-- Material supplied follows --
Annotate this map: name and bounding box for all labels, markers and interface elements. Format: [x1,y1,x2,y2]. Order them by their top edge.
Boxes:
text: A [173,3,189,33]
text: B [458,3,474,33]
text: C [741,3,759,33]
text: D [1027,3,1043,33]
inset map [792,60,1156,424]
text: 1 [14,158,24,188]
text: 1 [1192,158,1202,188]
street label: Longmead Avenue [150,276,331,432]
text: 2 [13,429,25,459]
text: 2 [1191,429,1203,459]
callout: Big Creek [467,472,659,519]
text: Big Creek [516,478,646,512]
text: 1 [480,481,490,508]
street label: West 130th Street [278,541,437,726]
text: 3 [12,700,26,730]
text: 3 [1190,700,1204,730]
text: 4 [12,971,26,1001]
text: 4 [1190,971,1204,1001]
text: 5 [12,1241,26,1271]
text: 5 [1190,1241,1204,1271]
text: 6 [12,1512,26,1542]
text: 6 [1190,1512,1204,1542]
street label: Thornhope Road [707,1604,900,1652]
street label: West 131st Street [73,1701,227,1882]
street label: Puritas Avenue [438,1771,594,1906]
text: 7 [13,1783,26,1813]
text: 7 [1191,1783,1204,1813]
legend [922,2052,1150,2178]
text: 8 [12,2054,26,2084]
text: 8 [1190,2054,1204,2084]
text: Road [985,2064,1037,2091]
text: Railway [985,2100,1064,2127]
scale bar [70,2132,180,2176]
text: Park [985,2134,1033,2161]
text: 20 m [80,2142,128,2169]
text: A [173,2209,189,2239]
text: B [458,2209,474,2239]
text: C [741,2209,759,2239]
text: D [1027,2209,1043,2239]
-- Material supplied concluded --
* What to do *
Which lines in the records above contain the string "Creek"? Copy them.

* Exercise output *
callout: Big Creek [467,472,659,519]
text: Big Creek [516,478,646,512]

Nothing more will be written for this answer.